Once you have read the records below, write them all out exactly as given.

══ Dataset

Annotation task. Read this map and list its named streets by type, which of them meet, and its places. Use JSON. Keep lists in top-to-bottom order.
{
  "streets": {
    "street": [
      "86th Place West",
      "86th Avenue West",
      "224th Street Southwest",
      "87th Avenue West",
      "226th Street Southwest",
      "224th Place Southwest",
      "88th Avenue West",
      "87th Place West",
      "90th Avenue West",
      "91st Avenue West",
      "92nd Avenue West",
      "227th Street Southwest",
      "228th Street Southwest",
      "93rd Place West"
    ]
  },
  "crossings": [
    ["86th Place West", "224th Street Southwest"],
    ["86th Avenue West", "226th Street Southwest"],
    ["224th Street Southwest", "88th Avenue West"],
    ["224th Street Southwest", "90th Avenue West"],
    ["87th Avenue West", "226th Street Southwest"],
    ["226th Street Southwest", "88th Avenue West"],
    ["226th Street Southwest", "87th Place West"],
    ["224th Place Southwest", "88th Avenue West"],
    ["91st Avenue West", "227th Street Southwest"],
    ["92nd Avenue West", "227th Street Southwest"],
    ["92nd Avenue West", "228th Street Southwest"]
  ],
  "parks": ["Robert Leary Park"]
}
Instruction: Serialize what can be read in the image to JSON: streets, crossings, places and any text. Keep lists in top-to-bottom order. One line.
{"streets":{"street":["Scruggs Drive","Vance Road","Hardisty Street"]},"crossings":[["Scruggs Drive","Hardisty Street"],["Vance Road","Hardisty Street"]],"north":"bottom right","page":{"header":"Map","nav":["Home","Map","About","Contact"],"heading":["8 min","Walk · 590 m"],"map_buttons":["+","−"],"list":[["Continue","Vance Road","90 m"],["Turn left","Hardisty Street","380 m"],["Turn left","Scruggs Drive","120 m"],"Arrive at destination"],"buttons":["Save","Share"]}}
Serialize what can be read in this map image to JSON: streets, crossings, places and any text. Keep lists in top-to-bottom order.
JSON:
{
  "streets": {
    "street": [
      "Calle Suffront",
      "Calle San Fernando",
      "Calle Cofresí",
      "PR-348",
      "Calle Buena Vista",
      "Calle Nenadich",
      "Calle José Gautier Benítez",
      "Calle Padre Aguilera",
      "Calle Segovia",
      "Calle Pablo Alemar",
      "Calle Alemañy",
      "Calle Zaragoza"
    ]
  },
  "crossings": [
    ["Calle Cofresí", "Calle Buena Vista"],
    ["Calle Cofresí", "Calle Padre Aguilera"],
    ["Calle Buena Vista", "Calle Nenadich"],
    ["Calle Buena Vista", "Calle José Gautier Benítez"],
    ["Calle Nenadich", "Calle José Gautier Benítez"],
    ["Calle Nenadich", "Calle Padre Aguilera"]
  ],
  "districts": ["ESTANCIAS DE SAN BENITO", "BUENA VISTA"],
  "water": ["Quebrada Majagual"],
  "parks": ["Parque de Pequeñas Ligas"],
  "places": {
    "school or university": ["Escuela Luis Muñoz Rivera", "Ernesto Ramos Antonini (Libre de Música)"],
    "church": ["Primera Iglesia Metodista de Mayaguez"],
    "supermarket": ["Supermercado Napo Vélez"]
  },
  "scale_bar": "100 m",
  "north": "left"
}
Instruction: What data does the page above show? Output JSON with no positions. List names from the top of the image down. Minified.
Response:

════

▸ Written reply
Annotation task. Read this map and list its named streets by type, which of them meet, and its places. Use JSON. Keep lists in top-to-bottom order.
{
  "streets": {
    "street": [
      "86th Place West",
      "86th Avenue West",
      "224th Street Southwest",
      "87th Avenue West",
      "226th Street Southwest",
      "224th Place Southwest",
      "88th Avenue West",
      "87th Place West",
      "90th Avenue West",
      "91st Avenue West",
      "92nd Avenue West",
      "227th Street Southwest",
      "228th Street Southwest",
      "93rd Place West"
    ]
  },
  "crossings": [
    ["86th Place West", "224th Street Southwest"],
    ["86th Avenue West", "226th Street Southwest"],
    ["224th Street Southwest", "88th Avenue West"],
    ["224th Street Southwest", "90th Avenue West"],
    ["87th Avenue West", "226th Street Southwest"],
    ["226th Street Southwest", "88th Avenue West"],
    ["226th Street Southwest", "87th Place West"],
    ["224th Place Southwest", "88th Avenue West"],
    ["91st Avenue West", "227th Street Southwest"],
    ["92nd Avenue West", "227th Street Southwest"],
    ["92nd Avenue West", "228th Street Southwest"]
  ],
  "parks": ["Robert Leary Park"]
}
Instruction: Serialize what can be read in the image to JSON: streets, crossings, places and any text. Keep lists in top-to-bottom order. One line.
{"streets":{"street":["Scruggs Drive","Vance Road","Hardisty Street"]},"crossings":[["Scruggs Drive","Hardisty Street"],["Vance Road","Hardisty Street"]],"north":"bottom right","page":{"header":"Map","nav":["Home","Map","About","Contact"],"heading":["8 min","Walk · 590 m"],"map_buttons":["+","−"],"list":[["Continue","Vance Road","90 m"],["Turn left","Hardisty Street","380 m"],["Turn left","Scruggs Drive","120 m"],"Arrive at destination"],"buttons":["Save","Share"]}}
Serialize what can be read in this map image to JSON: streets, crossings, places and any text. Keep lists in top-to-bottom order.
JSON:
{
  "streets": {
    "street": [
      "Calle Suffront",
      "Calle San Fernando",
      "Calle Cofresí",
      "PR-348",
      "Calle Buena Vista",
      "Calle Nenadich",
      "Calle José Gautier Benítez",
      "Calle Padre Aguilera",
      "Calle Segovia",
      "Calle Pablo Alemar",
      "Calle Alemañy",
      "Calle Zaragoza"
    ]
  },
  "crossings": [
    ["Calle Cofresí", "Calle Buena Vista"],
    ["Calle Cofresí", "Calle Padre Aguilera"],
    ["Calle Buena Vista", "Calle Nenadich"],
    ["Calle Buena Vista", "Calle José Gautier Benítez"],
    ["Calle Nenadich", "Calle José Gautier Benítez"],
    ["Calle Nenadich", "Calle Padre Aguilera"]
  ],
  "districts": ["ESTANCIAS DE SAN BENITO", "BUENA VISTA"],
  "water": ["Quebrada Majagual"],
  "parks": ["Parque de Pequeñas Ligas"],
  "places": {
    "school or university": ["Escuela Luis Muñoz Rivera", "Ernesto Ramos Antonini (Libre de Música)"],
    "church": ["Primera Iglesia Metodista de Mayaguez"],
    "supermarket": ["Supermercado Napo Vélez"]
  },
  "scale_bar": "100 m",
  "north": "left"
}
Instruction: What data does the page above show? Output JSON with no positions. List names from the top of the image down. Minified.
Response:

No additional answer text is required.